Sedimentation and silt are the primary pollutants degrading the fishery. Trampling of vegetation, largely by grazing cattle, has left the upper Little Blackfoot River prone to silting, with few deep pools or snags to provide habitat for fish. Some hard rock mining has altered the riverbed in a small portion of the stream so that it is overwide and shallow. Within the vicinity of Elliston, the Little Blackfoot River is in extremely good shape, ecologically. Between Elliston and North Trout Creek, lack of vegetation (due to cattle grazing and haying) has created significant erosion and sedimentation custom team uniforms. The river was largely in good shape from North Trout Creek to Snowshoe Creek Road, but from Snowshoe Creek Road to Homestead Gulch the river was in extremely poor condition due to lack of vegetation, heavy erosion, the use of riprap to stabilize the banks, and the erection of gravel dikes to contain flooding. From Homestead Gulch to Beck Hill Road, the lower Little Blackfoot had numerous segments of excellent to severely degraded riparian conditions. From Beck Hill Road to the river’s mouth, the river was in extremely poor condition, largely due to the use of riprap and heavy erosion. The Little Blackfoot River was assessed by the United States Environmental Protection Agency as being a substantial source of sediment source in the Clark Fork River.

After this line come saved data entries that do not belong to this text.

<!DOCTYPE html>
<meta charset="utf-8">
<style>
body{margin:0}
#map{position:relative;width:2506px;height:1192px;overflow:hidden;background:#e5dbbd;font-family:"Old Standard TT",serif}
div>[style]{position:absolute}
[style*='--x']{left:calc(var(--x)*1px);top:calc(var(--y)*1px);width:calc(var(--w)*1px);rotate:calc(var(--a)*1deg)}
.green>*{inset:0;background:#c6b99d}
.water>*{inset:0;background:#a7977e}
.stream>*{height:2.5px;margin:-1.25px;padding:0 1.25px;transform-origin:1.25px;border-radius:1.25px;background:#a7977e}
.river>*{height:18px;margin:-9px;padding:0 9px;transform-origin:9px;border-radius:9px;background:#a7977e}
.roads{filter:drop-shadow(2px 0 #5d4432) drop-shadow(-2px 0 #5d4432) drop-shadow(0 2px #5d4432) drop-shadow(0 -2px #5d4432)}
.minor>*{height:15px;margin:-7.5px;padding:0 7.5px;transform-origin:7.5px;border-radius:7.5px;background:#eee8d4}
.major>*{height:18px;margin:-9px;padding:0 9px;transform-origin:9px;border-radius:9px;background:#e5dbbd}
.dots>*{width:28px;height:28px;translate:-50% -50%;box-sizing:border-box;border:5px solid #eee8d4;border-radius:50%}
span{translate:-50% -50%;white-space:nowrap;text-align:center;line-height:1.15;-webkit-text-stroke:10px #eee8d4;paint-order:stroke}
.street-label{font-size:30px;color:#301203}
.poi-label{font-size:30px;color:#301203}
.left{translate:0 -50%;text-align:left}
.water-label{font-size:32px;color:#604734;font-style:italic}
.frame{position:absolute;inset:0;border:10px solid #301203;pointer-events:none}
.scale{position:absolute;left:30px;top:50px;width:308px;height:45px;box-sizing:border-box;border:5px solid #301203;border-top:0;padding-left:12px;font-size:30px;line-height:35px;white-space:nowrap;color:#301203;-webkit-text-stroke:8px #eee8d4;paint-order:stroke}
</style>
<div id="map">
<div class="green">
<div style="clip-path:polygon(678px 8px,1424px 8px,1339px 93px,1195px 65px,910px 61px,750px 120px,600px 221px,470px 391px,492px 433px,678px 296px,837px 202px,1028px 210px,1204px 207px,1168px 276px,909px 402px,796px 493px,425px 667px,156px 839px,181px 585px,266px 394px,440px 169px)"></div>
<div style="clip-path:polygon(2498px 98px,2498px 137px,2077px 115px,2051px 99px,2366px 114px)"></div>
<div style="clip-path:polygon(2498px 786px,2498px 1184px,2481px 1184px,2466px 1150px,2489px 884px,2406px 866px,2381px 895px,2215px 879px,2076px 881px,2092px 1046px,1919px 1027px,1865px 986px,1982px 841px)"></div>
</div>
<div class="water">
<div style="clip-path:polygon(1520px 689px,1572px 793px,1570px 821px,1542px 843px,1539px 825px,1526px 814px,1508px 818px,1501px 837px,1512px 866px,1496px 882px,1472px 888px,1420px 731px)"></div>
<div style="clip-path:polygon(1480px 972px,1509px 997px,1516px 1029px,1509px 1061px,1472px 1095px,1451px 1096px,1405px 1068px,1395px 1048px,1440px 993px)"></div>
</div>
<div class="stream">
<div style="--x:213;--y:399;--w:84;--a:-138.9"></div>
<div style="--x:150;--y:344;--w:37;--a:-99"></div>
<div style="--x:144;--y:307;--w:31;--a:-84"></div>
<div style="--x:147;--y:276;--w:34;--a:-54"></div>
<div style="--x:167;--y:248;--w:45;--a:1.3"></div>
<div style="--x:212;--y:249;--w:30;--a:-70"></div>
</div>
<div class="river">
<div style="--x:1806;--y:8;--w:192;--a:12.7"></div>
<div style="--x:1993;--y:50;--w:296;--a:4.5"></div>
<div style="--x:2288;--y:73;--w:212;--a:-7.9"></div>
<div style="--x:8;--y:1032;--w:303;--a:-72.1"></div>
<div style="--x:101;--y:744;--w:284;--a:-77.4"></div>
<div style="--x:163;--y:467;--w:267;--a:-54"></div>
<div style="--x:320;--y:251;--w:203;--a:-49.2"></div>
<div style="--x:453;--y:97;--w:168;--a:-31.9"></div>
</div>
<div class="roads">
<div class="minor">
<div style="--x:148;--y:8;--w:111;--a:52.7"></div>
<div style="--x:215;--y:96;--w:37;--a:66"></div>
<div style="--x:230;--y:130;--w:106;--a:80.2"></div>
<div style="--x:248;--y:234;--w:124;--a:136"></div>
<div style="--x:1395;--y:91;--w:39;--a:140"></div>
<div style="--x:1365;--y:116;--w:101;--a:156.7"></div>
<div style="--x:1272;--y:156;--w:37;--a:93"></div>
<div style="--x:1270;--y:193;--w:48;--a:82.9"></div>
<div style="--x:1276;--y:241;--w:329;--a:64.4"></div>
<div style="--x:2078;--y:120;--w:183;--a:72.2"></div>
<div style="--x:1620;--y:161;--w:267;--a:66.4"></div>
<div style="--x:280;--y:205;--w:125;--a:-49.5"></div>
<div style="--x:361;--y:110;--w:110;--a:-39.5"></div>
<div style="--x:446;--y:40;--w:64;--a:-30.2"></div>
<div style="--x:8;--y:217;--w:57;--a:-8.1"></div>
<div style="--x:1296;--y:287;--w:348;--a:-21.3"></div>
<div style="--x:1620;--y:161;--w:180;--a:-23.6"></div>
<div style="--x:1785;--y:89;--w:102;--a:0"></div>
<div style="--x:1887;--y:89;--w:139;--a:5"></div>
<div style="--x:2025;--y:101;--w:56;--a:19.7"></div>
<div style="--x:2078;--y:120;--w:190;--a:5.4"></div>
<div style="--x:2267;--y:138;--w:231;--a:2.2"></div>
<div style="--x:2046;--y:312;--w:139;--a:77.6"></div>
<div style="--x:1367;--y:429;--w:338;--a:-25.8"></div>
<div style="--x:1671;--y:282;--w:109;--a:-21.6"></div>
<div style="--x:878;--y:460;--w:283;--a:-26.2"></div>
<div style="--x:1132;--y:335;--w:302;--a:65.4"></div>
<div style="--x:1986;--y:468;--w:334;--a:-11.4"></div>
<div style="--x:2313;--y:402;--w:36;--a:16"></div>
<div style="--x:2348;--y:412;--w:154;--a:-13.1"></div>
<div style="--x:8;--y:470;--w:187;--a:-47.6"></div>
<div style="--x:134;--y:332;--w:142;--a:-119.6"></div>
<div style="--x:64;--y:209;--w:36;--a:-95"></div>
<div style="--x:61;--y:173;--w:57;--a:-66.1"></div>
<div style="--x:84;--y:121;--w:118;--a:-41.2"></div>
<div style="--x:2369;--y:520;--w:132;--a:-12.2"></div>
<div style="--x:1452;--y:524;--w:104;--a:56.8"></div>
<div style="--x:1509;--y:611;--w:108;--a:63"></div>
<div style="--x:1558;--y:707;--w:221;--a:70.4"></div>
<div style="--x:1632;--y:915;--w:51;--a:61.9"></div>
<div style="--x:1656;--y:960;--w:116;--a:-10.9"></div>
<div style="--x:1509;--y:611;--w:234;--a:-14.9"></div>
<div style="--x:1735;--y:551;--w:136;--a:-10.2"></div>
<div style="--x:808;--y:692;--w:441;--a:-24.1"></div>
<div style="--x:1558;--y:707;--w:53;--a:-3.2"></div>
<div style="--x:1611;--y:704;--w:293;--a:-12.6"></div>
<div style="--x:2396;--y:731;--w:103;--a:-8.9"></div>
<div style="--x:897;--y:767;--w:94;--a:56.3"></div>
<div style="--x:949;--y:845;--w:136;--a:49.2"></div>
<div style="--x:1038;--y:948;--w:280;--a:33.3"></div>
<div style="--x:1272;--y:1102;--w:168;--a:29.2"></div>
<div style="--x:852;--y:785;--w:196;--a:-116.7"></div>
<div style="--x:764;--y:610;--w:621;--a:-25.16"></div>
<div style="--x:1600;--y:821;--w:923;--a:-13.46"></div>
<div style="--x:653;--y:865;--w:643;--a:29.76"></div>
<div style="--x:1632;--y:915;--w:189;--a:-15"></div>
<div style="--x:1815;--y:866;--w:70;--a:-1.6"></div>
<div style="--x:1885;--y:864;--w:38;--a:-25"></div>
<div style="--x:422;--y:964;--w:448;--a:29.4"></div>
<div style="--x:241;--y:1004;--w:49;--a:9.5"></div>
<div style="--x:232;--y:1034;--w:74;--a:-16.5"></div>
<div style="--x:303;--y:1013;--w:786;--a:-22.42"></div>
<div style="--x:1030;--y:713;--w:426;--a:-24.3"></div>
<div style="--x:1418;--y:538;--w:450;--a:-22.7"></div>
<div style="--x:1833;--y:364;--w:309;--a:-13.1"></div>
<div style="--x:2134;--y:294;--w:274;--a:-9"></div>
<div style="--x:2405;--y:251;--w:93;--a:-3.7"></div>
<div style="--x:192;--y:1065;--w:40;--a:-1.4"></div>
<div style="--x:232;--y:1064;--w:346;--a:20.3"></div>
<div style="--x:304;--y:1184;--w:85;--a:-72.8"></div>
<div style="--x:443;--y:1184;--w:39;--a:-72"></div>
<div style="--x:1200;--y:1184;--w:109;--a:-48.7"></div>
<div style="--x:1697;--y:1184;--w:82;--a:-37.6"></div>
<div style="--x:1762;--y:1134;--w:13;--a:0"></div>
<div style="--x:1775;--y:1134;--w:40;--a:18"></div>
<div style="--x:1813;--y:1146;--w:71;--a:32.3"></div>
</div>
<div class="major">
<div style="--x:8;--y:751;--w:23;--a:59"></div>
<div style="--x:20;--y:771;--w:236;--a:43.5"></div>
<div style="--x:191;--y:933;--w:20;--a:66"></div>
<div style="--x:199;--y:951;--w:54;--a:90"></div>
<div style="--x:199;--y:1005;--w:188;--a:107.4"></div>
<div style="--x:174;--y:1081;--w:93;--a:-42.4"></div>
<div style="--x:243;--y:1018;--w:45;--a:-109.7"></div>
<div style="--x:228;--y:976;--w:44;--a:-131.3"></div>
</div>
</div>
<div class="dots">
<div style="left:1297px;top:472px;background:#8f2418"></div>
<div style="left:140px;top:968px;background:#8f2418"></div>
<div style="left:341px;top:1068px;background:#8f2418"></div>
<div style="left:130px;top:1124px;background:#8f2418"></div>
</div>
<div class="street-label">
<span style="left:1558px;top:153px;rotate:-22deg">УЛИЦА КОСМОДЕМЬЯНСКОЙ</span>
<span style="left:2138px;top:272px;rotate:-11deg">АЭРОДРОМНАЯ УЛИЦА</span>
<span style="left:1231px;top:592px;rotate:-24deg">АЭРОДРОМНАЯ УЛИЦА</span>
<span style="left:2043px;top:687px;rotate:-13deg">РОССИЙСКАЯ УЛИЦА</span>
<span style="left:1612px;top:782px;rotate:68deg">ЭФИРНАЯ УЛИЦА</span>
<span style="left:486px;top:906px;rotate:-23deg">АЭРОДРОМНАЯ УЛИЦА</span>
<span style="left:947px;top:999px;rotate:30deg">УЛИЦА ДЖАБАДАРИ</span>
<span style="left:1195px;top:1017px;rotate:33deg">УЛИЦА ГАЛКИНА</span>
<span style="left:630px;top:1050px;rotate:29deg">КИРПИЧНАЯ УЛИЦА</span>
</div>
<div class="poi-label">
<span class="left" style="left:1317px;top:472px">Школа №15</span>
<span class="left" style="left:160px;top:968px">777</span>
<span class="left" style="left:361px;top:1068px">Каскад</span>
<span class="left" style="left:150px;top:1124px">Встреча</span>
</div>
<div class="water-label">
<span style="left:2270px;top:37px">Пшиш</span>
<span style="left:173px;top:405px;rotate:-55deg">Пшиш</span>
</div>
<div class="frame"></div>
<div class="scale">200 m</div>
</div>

Explorer and United States Army lieutenant John Mullan discovered “Hell Gate Pass”, a mountain pass near the headwaters of the Little Blackfoot River, on September 24, 1853. In March 1854, Mullan discovered Mullan Pass, which exited near the confluence of Uncle George Creek and Dog Creek.
The Little Blackfoot River Bridge in Avon, Montana, is a contributing site to Montana’s Historic Steel Truss Bridges, which are listed on the National Register of Historic Places. The bridge, built for $2,540 ($60,732 in 2016 dollars) in 1914 by the O.E. Peppard construction firm, is 61 feet (19 m) long and 16 feet (4.9 m) wide. The bridge is a pin-connected camelback Pratt truss steel bridge. Pin-connected truss bridges are rare, and this is the only such bridge in Montana.